Politifact also criticized Romney advertisements, saying that the Romney campaign, "cherry-picked a quote that made it sound like Obama was dismissive of businesses when in fact he was making a point that success comes from the combination of 'individual initiative' and the fact that 'we do things together'", and that by doing so "Romney and his supporters have misled viewers and given a false impression."
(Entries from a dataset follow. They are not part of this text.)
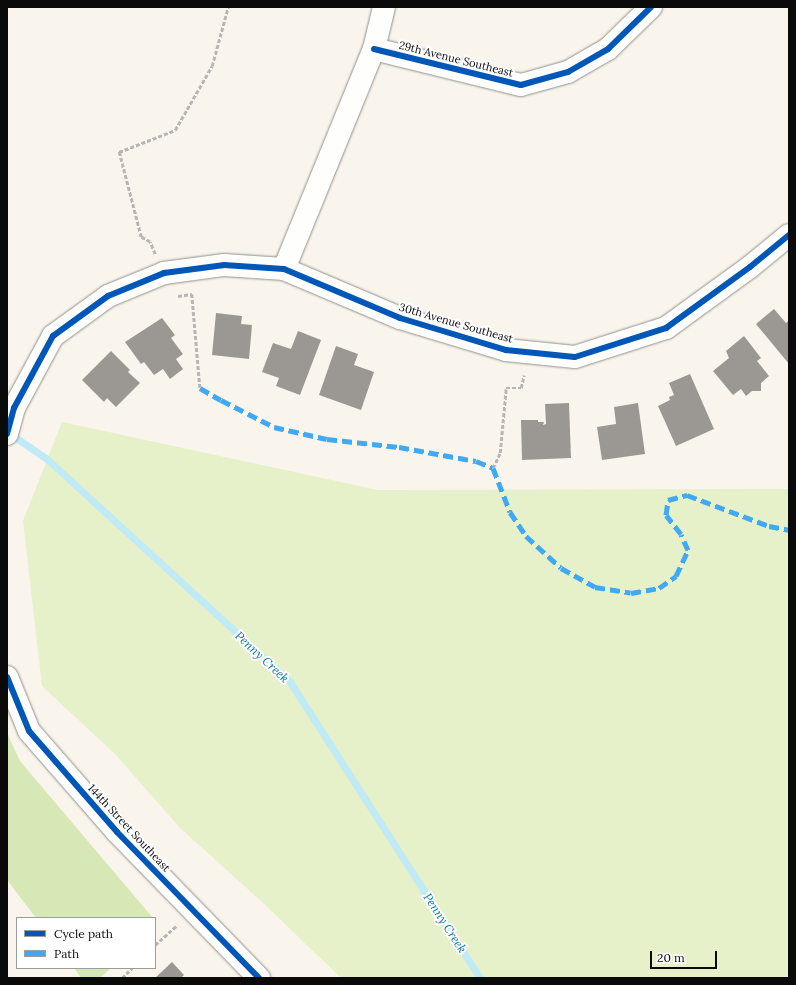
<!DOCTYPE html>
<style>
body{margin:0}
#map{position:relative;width:796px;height:985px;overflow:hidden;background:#f9f5ec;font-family:Lora,serif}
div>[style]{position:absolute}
.green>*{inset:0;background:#e6f0c9}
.forest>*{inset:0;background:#d7e8b7}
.stream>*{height:7px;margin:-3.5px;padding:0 3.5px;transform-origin:3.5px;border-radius:3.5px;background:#bfeaf6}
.building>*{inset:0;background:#9b9893}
.path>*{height:2.5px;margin-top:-1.25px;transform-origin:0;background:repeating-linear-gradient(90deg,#b7b6b5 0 4px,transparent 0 6px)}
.roads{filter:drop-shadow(0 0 1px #92908c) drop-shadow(0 0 1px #92908c)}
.minor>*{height:22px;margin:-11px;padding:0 11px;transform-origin:11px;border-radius:11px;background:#fefefc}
.quiet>*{height:5px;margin-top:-2.5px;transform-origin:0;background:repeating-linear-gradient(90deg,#3fa9f5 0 10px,transparent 0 15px)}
.cycleway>*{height:6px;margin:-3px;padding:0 3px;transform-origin:3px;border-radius:3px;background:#0057b8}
span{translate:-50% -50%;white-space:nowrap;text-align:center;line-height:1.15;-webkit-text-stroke:4px #fff;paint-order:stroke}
.street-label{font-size:11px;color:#0a0a0a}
.water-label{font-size:12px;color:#0b74a3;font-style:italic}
.frame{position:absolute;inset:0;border:8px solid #0a0a0a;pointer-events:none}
.legend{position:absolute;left:16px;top:917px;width:140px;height:52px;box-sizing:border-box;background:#fff;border:1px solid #9d9d9d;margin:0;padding:5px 7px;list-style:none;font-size:12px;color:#0a0a0a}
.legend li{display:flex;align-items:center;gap:8px;height:20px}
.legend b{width:20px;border:1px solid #9d9d9d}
.scale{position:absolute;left:650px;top:951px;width:67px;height:18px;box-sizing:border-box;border:2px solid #0a0a0a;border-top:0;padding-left:5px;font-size:12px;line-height:14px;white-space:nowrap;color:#0a0a0a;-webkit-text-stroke:3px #fff;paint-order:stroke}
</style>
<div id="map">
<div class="green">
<div style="clip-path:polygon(62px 422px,378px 490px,789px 489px,789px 978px,341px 978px,261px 901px,180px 828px,116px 755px,42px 686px,23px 521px)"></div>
</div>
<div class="forest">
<div style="clip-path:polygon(7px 733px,20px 761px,153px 918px,36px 918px,7px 880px)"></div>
<div style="clip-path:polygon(74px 968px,111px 968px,100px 978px,81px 978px)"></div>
</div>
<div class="stream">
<div style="left:9px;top:433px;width:46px;rotate:34.4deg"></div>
<div style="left:47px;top:459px;width:330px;rotate:42.5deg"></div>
<div style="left:290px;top:682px;width:352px;rotate:57.3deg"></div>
</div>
<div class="building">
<div style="clip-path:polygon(774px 309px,786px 323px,789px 320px,789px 364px,756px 324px)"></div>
<div style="clip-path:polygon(216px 313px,242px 316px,241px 324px,252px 325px,249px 359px,212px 355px)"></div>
<div style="clip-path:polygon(162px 318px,175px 335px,171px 338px,183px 354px,176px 359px,183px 369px,170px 379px,163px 369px,154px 375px,144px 362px,141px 364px,125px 342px)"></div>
<div style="clip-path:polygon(298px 331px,321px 340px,300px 395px,276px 386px,279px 378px,262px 372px,273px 343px,291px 349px)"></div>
<div style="clip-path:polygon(744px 336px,761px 358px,757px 361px,769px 376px,761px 383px,761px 391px,752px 391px,746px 396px,741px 389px,733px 395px,713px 371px,729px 358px,726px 351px)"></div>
<div style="clip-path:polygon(336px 346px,358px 354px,354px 365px,374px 372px,361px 410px,319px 395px)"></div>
<div style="clip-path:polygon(111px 351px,130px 370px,128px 372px,140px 383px,116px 407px,107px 398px,104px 402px,82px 380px)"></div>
<div style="clip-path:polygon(690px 374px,714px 429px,676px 446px,658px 406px,670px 400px,669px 397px,674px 395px,669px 383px)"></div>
<div style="clip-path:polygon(569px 403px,571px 458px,522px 460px,521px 420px,538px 420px,538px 422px,544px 422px,543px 425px,546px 424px,545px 404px)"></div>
<div style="clip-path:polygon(638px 403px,645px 454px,602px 460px,597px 427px,616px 424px,614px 407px)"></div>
<div style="clip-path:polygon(172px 962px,184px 975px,181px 978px,155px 978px)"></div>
</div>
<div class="path">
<div style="left:155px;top:254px;width:13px;rotate:-113deg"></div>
<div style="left:150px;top:242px;width:10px;rotate:-151deg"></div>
<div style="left:141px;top:237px;width:88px;rotate:-104.5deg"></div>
<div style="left:119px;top:152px;width:60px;rotate:-21.4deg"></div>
<div style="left:175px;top:130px;width:74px;rotate:-60deg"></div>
<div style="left:212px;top:66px;width:61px;rotate:-74.8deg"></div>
<div style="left:178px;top:296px;width:14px;rotate:-8deg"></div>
<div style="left:192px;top:294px;width:94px;rotate:85.1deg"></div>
<div style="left:493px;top:468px;width:17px;rotate:-65deg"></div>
<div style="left:500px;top:453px;width:65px;rotate:-84.7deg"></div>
<div style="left:506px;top:388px;width:15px"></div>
<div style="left:521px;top:388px;width:13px;rotate:-77deg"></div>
<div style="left:155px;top:945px;width:30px;rotate:-42deg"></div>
<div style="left:122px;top:978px;width:14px;rotate:-45deg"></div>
</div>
<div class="roads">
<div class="minor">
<div style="left:374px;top:49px;width:151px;rotate:13.8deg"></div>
<div style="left:521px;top:85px;width:49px;rotate:-15.5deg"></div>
<div style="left:568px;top:72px;width:46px;rotate:-29.9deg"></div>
<div style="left:608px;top:49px;width:60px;rotate:-44.3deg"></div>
<div style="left:284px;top:269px;width:238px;rotate:-67.8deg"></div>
<div style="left:374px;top:49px;width:43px;rotate:-76.6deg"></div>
<div style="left:7px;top:434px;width:27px;rotate:-75deg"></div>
<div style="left:14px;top:408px;width:82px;rotate:-61.6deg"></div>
<div style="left:53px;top:336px;width:68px;rotate:-36deg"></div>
<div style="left:108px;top:296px;width:61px;rotate:-22.3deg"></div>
<div style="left:164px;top:273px;width:61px;rotate:-7.6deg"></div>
<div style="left:224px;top:265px;width:60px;rotate:3.8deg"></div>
<div style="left:284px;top:269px;width:126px;rotate:22.9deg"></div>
<div style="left:400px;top:318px;width:111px;rotate:16.8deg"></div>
<div style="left:506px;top:350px;width:69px;rotate:5.8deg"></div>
<div style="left:575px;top:357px;width:96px;rotate:-17.7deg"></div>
<div style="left:666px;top:328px;width:104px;rotate:-36deg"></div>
<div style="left:750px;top:267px;width:50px;rotate:-39.4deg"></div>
<div style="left:7px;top:677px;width:58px;rotate:67.8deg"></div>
<div style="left:29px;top:731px;width:134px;rotate:48.9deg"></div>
<div style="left:117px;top:832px;width:204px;rotate:45.8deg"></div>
</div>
</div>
<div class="quiet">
<div style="left:200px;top:388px;width:24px;rotate:30deg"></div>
<div style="left:221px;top:400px;width:59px;rotate:27deg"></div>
<div style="left:274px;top:427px;width:54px;rotate:12.8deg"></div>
<div style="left:327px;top:439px;width:72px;rotate:6.3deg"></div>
<div style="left:399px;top:447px;width:78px;rotate:10.3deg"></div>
<div style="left:476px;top:461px;width:18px;rotate:22deg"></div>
<div style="left:493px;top:468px;width:47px;rotate:68.9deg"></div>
<div style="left:510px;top:512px;width:29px;rotate:56deg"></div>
<div style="left:526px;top:536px;width:47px;rotate:42.4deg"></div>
<div style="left:561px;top:568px;width:39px;rotate:29deg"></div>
<div style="left:595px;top:587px;width:36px;rotate:9deg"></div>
<div style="left:631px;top:593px;width:28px;rotate:-10deg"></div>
<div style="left:659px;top:588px;width:21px;rotate:-35deg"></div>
<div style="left:676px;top:576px;width:29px;rotate:-65deg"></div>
<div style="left:688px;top:550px;width:17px;rotate:-114deg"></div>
<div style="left:681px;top:534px;width:24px;rotate:-128deg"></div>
<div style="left:666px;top:515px;width:15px;rotate:-82deg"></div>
<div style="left:668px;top:500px;width:20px;rotate:-15deg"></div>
<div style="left:687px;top:495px;width:88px;rotate:20.7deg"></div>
<div style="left:769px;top:526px;width:20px;rotate:11deg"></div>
</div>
<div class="cycleway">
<div style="left:374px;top:49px;width:151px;rotate:13.8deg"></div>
<div style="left:521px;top:85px;width:49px;rotate:-15.5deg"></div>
<div style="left:568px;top:72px;width:46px;rotate:-29.9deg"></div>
<div style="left:608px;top:49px;width:60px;rotate:-44.3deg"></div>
<div style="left:7px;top:434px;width:27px;rotate:-75deg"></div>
<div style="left:14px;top:408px;width:82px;rotate:-61.6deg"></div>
<div style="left:53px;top:336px;width:68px;rotate:-36deg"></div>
<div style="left:108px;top:296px;width:61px;rotate:-22.3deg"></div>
<div style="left:164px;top:273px;width:61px;rotate:-7.6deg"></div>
<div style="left:224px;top:265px;width:60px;rotate:3.8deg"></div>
<div style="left:284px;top:269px;width:126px;rotate:22.9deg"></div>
<div style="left:400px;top:318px;width:111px;rotate:16.8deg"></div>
<div style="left:506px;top:350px;width:69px;rotate:5.8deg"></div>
<div style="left:575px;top:357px;width:96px;rotate:-17.7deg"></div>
<div style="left:666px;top:328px;width:104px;rotate:-36deg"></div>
<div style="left:750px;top:267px;width:50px;rotate:-39.4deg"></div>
<div style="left:7px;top:677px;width:58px;rotate:67.8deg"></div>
<div style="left:29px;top:731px;width:134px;rotate:48.9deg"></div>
<div style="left:117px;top:832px;width:204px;rotate:45.8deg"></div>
</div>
<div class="street-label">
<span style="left:456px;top:59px;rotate:14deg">29th Avenue Southeast</span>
<span style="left:456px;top:323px;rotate:16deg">30th Avenue Southeast</span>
<span style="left:129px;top:828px;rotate:47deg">144th Street Southeast</span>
</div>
<div class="water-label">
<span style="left:262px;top:657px;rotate:43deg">Penny Creek</span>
<span style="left:445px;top:923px;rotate:57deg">Penny Creek</span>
</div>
<div class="frame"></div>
<ul class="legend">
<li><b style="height:5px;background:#0057b8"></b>Cycle path</li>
<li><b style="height:5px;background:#3fa9f5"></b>Path</li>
</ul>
<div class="scale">20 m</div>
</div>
===Comedic commentators===
On The Daily Show, a news satire program, Jon Stewart said that the Romney campaign was centering its campaign on a grammatical misstep taken out of context; he additionally said that both campaigns are guilty of focusing on gaffes, though Romney had taken it "one giant step further". On The Colbert Report, another news satire program, Stephen Colbert attempted to demonstrate that he is the only one responsible for his show's success by doing a segment of the program as a one man show, using an iPhone, desk lamp, and a whiteboard. "It didn't go so well", Meredith Blake of the LA Times reported. On The Tonight Show, Jay Leno during his opening monologue made a play on Obama's statement in regards to unemployment. Additionally, the controversy created by the speech has become the subject of numerous editorial cartoons. At the 2012 Alfred E. Smith Memorial Foundation Dinner, both Obama's and Romney's comedy routines included jokes with the punchline, "You [didn't] build that."